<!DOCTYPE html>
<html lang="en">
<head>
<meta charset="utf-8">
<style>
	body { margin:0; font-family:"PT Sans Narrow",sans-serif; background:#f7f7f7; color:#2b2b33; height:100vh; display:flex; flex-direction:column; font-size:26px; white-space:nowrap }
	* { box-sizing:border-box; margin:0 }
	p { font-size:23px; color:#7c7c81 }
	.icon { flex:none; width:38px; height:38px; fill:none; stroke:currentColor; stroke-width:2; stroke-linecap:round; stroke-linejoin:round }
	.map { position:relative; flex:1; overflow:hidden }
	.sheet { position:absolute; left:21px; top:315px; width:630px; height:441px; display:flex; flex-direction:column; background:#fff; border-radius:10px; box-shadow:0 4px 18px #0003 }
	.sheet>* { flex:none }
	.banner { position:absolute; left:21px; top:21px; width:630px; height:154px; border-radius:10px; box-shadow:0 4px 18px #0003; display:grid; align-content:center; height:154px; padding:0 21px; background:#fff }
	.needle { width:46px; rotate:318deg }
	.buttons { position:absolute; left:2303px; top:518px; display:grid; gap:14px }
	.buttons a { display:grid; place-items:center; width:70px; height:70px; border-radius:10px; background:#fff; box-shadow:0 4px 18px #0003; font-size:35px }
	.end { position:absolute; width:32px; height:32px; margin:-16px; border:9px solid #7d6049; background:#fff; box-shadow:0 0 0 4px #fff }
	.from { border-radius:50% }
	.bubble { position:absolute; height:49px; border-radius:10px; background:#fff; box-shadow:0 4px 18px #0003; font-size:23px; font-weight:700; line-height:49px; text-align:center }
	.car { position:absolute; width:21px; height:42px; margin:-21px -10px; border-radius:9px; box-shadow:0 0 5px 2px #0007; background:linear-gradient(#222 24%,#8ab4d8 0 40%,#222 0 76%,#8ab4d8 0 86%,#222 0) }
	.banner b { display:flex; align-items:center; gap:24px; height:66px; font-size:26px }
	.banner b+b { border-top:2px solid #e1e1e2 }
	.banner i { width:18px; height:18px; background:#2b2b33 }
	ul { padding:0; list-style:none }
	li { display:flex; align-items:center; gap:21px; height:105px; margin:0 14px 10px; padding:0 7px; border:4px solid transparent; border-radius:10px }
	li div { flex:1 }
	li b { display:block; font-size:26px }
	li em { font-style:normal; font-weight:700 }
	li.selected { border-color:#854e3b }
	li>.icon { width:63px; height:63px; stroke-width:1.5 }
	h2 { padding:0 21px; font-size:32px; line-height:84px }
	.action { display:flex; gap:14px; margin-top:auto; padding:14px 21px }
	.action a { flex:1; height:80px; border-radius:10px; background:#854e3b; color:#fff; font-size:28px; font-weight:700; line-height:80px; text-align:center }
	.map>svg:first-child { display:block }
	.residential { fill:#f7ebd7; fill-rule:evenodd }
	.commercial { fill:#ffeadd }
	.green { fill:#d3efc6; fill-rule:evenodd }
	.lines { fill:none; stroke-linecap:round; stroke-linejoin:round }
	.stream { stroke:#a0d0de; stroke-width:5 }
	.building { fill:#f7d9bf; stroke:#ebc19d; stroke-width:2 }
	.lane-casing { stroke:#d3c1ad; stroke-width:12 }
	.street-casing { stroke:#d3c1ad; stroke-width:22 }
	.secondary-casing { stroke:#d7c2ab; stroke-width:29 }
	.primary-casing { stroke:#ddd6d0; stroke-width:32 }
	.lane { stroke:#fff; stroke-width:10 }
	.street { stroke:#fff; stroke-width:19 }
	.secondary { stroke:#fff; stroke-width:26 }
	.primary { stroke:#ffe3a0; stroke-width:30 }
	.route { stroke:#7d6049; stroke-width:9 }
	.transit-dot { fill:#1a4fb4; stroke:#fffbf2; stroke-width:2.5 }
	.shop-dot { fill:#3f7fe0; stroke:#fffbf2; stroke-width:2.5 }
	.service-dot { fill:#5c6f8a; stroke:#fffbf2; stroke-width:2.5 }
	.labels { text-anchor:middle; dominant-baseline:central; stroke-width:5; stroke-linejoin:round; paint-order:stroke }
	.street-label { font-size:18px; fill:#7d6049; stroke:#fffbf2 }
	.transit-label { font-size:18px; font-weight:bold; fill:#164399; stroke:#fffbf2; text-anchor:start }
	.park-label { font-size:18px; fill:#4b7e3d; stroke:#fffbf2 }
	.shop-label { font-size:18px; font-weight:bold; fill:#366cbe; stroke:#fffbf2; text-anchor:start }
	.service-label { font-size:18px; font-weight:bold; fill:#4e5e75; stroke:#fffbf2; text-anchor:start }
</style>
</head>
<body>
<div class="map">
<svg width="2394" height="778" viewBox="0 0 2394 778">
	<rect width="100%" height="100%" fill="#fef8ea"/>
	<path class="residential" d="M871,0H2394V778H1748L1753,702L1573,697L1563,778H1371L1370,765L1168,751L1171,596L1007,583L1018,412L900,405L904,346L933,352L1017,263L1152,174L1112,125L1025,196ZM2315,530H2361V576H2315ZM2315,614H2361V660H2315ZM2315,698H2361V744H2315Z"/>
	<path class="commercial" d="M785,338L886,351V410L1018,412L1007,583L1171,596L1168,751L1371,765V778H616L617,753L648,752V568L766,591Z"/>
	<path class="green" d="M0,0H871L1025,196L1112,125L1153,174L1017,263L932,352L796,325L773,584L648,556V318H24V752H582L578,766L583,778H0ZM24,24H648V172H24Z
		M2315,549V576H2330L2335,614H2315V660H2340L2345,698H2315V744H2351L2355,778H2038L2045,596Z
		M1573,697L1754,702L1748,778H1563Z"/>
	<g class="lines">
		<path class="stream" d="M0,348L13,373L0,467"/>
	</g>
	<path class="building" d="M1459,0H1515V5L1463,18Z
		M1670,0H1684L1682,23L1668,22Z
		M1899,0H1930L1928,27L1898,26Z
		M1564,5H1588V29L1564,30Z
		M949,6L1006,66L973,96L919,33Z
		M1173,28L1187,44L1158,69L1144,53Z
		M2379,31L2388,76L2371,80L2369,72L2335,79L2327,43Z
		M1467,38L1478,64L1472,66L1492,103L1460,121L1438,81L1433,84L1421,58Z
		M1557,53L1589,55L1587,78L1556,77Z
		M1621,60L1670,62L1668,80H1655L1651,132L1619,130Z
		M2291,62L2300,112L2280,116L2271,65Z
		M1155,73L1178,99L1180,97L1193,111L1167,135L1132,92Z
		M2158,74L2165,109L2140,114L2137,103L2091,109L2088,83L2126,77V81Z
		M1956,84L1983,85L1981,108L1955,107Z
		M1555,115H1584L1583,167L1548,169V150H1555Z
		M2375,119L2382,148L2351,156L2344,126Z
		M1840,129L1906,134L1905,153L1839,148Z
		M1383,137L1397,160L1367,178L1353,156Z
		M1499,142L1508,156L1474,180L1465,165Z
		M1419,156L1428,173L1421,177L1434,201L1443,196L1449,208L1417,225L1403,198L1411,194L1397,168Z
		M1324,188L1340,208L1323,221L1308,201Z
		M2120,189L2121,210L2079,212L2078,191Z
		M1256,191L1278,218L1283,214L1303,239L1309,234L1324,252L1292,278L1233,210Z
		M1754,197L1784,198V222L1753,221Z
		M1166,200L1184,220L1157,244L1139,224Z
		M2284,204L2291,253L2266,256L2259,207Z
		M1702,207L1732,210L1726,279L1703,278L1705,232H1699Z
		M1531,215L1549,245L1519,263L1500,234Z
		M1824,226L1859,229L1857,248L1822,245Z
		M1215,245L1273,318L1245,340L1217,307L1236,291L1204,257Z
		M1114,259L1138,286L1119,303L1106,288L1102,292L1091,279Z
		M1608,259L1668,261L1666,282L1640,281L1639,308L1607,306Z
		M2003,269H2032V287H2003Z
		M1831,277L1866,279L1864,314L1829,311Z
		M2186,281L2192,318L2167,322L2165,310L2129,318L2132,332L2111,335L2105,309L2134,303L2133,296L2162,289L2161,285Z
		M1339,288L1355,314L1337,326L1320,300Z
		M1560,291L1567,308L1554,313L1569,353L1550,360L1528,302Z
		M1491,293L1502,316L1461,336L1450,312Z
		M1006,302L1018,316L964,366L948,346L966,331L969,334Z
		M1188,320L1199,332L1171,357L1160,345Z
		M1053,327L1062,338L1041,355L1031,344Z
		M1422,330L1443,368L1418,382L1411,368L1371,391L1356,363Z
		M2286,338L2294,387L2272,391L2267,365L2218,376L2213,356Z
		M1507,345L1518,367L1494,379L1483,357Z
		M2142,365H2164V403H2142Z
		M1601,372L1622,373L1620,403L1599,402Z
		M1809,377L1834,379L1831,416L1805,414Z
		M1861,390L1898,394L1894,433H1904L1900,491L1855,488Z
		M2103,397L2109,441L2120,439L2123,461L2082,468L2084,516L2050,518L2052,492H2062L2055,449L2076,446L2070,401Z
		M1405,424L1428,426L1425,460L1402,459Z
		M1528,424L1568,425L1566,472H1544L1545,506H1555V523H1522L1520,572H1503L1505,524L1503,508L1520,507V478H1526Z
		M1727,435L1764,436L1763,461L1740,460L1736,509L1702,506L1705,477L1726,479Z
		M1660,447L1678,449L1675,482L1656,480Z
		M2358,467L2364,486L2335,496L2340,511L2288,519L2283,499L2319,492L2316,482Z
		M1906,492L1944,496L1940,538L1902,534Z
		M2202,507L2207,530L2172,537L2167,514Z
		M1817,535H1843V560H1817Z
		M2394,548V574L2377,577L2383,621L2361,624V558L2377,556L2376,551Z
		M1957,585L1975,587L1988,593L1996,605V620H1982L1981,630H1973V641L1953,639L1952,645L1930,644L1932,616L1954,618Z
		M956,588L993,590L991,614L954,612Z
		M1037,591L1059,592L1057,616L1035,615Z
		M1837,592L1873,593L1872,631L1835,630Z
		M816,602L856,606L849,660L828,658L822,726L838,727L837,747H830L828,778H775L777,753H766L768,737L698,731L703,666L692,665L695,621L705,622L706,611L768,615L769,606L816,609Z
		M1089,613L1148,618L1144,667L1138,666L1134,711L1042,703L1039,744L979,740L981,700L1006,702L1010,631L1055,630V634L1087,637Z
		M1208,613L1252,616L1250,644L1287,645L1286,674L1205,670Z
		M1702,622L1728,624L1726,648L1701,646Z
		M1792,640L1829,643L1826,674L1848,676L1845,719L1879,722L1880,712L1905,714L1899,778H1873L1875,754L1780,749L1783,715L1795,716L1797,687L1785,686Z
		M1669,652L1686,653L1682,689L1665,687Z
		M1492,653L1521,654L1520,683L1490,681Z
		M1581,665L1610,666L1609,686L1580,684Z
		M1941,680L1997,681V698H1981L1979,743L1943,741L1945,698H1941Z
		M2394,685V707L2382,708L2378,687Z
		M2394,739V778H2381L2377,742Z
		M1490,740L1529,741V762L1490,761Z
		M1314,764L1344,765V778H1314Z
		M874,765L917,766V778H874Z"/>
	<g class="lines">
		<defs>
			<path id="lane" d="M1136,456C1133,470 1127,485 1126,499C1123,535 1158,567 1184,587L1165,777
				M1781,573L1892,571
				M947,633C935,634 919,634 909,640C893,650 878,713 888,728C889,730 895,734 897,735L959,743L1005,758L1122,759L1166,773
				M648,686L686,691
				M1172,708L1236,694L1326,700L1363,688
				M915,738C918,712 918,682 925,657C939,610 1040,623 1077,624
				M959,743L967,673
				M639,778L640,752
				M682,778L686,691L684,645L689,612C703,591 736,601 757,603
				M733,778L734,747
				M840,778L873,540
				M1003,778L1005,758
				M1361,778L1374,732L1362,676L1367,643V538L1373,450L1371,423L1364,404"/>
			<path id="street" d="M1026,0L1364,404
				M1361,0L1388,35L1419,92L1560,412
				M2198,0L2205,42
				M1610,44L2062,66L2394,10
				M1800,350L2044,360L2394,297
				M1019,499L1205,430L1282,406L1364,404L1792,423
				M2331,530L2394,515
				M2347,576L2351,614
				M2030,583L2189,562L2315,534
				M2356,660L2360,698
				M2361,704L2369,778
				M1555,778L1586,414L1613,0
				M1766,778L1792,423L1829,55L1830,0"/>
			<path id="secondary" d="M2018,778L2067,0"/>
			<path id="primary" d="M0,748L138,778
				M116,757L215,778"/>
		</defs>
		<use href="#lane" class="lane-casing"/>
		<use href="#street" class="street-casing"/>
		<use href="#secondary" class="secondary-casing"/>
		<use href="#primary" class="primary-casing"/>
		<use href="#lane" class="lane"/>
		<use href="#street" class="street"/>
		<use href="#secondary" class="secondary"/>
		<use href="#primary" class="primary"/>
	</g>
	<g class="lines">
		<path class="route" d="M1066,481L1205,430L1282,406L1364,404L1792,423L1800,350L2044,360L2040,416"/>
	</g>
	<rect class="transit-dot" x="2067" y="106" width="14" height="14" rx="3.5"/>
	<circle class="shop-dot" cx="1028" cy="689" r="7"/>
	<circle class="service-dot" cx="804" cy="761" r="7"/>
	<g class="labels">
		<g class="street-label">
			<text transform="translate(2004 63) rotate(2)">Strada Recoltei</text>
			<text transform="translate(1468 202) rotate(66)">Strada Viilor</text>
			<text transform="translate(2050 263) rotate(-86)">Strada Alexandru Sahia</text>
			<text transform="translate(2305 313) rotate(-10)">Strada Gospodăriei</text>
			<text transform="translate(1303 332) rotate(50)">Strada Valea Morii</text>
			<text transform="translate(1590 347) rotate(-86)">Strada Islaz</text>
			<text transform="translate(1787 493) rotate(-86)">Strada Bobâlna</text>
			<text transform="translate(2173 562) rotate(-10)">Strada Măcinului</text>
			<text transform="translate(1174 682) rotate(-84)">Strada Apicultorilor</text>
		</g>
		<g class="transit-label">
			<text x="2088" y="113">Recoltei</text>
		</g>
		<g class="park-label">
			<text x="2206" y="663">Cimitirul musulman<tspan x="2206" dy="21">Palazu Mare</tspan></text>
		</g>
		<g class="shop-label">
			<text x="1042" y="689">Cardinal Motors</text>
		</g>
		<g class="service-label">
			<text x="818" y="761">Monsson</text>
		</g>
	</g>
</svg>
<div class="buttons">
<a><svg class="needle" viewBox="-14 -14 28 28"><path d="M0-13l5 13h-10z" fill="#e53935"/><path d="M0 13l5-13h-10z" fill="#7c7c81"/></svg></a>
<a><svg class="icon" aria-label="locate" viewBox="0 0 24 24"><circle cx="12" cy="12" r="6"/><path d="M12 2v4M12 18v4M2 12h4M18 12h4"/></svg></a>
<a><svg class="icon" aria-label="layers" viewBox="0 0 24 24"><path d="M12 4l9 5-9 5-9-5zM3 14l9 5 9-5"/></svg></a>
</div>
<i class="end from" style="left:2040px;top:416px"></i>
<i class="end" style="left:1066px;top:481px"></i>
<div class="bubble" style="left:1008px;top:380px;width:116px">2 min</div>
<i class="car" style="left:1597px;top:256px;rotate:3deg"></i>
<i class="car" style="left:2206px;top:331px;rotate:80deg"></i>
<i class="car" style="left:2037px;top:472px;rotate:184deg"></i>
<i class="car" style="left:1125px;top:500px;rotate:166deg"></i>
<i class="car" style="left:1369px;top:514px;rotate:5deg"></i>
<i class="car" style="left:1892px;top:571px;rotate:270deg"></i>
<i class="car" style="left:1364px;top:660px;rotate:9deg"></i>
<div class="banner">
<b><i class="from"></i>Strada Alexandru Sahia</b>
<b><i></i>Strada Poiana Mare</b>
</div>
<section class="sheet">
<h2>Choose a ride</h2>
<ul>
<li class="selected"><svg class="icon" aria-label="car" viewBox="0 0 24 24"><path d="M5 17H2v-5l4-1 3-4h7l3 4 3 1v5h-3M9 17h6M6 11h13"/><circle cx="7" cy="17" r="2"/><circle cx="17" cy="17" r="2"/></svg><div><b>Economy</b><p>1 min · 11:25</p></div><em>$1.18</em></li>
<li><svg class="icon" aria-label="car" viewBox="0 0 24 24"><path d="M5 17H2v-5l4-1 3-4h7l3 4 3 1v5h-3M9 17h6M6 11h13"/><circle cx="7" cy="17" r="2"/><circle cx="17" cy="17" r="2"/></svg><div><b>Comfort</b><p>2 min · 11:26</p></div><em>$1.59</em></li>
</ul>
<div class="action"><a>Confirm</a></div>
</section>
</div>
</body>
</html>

• • • • • • •

TRY IT: Using the listing above, return all lines where the word "bubble" occurs.

SOLUTION TO THE EXERCISE:
	.bubble { position:absolute; height:49px; border-radius:10px; background:#fff; box-shadow:0 4px 18px #0003; font-size:23px; font-weight:700; line-height:49px; text-align:center }
<div class="bubble" style="left:1008px;top:380px;width:116px">2 min</div>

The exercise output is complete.